• WORK INSTRUCTIONS
Select every line containing the word "Quebrada" from the material, and copy those lines.

• MATERIAL SHOWN
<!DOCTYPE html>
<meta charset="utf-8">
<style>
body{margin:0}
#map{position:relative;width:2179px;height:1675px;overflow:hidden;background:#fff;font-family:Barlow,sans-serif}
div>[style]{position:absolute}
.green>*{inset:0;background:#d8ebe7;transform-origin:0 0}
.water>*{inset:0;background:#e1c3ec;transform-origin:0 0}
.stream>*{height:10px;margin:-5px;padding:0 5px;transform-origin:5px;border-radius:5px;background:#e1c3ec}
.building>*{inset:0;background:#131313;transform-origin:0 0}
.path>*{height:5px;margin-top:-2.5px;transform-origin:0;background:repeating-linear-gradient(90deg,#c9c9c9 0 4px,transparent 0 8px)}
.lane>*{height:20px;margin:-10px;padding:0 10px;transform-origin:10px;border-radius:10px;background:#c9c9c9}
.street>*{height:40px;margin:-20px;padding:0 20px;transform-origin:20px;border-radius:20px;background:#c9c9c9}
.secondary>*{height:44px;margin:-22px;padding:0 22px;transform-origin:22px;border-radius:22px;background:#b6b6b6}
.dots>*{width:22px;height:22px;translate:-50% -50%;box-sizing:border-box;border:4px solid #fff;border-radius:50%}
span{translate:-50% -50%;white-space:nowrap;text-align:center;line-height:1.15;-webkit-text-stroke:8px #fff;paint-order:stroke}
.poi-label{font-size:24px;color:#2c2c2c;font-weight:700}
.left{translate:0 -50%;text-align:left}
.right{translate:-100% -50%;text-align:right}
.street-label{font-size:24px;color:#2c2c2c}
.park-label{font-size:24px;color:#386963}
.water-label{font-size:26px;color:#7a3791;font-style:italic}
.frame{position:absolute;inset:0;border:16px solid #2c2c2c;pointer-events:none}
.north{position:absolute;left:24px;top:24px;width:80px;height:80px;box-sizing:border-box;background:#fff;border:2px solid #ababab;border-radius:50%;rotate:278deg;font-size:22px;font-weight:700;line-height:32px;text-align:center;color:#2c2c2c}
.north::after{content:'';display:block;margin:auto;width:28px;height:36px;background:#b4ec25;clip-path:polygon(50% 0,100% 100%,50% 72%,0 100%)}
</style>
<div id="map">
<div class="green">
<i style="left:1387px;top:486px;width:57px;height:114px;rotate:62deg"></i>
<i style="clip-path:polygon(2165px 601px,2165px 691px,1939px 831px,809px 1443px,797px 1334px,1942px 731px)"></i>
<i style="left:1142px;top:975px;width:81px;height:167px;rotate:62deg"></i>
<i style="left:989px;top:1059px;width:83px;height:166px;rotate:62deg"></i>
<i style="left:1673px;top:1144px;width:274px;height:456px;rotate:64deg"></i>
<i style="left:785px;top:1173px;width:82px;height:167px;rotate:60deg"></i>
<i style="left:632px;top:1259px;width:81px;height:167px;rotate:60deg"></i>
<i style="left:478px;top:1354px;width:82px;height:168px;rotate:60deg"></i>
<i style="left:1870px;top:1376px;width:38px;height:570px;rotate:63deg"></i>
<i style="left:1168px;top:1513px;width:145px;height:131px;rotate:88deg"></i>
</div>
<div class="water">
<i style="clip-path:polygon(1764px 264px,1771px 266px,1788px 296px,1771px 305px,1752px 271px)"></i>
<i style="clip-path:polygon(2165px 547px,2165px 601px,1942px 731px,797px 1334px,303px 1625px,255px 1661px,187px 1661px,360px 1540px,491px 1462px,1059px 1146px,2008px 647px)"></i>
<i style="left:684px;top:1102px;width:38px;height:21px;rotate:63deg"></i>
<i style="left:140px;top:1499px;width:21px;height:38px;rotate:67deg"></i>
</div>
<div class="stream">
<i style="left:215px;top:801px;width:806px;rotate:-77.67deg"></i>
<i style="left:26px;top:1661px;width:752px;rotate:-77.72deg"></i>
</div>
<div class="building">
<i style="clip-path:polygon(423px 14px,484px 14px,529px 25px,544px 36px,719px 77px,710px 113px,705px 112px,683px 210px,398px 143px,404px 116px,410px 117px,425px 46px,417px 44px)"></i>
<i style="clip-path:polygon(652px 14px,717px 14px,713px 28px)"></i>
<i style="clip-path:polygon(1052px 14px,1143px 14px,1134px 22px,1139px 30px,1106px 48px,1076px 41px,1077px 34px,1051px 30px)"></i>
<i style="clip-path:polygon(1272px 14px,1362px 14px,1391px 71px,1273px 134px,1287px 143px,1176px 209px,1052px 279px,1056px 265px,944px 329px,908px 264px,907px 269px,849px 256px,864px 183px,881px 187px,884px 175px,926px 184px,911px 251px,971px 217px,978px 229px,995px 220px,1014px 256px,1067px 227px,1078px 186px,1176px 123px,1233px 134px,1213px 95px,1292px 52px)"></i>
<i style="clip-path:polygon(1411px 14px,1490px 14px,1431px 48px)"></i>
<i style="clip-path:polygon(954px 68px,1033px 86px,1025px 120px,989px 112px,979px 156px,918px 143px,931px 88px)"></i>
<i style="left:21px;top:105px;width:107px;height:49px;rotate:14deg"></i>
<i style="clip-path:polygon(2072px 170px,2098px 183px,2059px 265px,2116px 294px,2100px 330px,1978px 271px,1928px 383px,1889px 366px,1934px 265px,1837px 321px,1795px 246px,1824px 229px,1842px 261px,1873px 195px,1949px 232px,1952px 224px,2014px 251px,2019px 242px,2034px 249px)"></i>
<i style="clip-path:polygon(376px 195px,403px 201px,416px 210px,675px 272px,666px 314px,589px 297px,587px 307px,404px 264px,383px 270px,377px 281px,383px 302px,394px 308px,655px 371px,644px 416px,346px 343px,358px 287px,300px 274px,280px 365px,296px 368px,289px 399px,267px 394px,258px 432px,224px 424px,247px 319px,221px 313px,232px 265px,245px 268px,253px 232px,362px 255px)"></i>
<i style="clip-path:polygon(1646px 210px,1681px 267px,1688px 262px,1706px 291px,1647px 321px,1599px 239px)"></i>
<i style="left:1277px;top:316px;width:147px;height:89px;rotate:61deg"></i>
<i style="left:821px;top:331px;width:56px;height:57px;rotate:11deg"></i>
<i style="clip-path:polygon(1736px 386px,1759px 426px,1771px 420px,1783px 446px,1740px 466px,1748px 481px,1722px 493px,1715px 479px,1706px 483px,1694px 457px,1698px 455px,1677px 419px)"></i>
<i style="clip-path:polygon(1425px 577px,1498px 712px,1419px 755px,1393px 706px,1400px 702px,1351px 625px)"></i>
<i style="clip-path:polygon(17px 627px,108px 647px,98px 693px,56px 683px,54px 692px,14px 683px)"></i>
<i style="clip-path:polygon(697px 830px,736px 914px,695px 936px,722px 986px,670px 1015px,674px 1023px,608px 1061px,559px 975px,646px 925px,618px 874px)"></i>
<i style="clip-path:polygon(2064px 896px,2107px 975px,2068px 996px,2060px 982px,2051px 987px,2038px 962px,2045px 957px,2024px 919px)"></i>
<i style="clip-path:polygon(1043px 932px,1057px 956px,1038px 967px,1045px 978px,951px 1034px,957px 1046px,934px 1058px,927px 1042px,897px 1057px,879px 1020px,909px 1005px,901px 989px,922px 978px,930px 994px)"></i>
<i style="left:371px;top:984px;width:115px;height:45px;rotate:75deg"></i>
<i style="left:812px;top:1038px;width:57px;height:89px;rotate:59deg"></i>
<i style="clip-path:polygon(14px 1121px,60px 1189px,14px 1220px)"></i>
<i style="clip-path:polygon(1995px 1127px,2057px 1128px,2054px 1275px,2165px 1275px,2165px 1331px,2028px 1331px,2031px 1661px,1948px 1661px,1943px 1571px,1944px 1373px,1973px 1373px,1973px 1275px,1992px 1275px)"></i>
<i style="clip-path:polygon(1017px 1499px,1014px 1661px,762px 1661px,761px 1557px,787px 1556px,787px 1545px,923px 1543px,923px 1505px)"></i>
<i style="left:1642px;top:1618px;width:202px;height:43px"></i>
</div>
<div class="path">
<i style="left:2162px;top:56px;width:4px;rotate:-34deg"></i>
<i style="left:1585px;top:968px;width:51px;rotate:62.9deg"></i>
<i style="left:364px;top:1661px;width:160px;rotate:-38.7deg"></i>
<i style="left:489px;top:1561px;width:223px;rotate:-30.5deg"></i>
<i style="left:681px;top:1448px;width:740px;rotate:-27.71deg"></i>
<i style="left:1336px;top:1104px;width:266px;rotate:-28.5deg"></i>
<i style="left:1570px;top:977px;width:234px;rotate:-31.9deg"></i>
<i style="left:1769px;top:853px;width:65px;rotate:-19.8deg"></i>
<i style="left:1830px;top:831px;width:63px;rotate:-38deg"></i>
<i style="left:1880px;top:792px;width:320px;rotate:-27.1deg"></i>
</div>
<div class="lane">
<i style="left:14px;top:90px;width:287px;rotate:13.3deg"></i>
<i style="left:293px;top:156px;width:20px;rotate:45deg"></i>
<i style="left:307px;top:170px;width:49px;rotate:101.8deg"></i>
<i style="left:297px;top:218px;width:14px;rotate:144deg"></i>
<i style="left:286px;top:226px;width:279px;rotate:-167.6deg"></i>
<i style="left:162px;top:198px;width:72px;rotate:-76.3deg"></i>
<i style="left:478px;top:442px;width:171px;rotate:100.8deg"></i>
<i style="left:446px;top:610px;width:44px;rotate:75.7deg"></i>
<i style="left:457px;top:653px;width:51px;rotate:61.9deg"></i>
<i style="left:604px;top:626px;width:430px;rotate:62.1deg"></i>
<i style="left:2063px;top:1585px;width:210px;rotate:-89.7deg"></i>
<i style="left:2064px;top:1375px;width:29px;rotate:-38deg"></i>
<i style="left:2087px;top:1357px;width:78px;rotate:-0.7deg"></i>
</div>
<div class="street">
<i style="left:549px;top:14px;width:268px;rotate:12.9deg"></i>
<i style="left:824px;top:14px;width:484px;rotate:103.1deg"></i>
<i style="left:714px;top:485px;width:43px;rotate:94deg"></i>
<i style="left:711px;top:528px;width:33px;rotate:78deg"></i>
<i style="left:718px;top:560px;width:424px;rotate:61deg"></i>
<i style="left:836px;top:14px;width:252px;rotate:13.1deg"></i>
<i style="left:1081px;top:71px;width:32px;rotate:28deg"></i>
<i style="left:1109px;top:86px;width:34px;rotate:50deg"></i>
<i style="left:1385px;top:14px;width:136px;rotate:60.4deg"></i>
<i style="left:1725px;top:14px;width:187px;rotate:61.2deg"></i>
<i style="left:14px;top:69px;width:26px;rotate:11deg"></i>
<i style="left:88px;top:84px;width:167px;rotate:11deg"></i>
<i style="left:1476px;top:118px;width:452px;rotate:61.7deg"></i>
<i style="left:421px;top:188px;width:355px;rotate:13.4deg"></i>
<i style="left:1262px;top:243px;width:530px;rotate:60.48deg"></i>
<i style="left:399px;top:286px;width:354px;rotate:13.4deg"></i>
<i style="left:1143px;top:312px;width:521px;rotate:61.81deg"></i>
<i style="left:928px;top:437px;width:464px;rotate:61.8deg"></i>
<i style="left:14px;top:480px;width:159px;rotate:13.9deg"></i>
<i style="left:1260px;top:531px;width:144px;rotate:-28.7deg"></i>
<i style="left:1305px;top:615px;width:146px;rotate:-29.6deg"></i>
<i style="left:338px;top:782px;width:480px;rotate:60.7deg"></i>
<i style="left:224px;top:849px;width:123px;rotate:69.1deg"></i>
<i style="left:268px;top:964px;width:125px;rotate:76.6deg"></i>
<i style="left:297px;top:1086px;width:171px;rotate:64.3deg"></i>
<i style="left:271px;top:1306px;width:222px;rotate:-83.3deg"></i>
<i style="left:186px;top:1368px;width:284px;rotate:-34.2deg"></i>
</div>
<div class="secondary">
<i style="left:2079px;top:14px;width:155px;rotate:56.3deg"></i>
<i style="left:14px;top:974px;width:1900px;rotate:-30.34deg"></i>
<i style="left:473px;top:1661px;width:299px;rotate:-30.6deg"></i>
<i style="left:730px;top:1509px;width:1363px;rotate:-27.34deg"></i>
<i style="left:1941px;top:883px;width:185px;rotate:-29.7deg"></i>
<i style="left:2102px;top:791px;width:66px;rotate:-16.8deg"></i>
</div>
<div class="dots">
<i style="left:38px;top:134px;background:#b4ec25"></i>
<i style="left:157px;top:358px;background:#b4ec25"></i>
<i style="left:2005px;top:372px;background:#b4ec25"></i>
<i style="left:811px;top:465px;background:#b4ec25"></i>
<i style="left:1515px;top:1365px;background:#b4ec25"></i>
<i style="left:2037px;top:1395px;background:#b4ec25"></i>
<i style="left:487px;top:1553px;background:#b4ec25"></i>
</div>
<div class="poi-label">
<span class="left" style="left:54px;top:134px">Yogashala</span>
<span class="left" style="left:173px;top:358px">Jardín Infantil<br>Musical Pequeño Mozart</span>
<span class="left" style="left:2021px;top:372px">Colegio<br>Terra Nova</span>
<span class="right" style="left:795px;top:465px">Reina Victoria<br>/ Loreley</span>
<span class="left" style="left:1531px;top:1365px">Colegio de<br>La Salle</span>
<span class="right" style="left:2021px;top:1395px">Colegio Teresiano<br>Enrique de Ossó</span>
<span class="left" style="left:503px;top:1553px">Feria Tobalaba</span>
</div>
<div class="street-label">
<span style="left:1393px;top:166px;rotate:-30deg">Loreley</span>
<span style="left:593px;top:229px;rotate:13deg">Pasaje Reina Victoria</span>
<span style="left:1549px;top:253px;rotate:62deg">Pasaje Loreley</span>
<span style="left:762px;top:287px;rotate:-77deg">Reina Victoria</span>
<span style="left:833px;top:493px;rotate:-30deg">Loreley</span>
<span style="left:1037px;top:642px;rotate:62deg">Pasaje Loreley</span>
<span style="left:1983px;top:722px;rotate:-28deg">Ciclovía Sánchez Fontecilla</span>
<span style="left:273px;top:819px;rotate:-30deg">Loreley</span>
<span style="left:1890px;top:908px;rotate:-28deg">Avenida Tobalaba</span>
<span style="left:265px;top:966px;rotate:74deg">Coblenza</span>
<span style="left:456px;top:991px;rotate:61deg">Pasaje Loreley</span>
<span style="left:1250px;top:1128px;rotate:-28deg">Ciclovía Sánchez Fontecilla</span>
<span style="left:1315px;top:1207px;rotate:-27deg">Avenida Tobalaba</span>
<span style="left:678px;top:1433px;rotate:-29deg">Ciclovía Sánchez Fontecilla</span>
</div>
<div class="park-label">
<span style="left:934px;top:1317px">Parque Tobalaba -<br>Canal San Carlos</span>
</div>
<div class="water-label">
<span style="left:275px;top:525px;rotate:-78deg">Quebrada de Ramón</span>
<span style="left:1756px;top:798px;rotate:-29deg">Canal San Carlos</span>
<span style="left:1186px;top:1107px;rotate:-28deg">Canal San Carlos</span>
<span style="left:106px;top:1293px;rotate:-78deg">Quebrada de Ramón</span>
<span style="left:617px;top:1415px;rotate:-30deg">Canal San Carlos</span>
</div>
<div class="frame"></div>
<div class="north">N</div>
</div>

• EXPECTED ANSWER
<span style="left:275px;top:525px;rotate:-78deg">Quebrada de Ramón</span>
<span style="left:106px;top:1293px;rotate:-78deg">Quebrada de Ramón</span>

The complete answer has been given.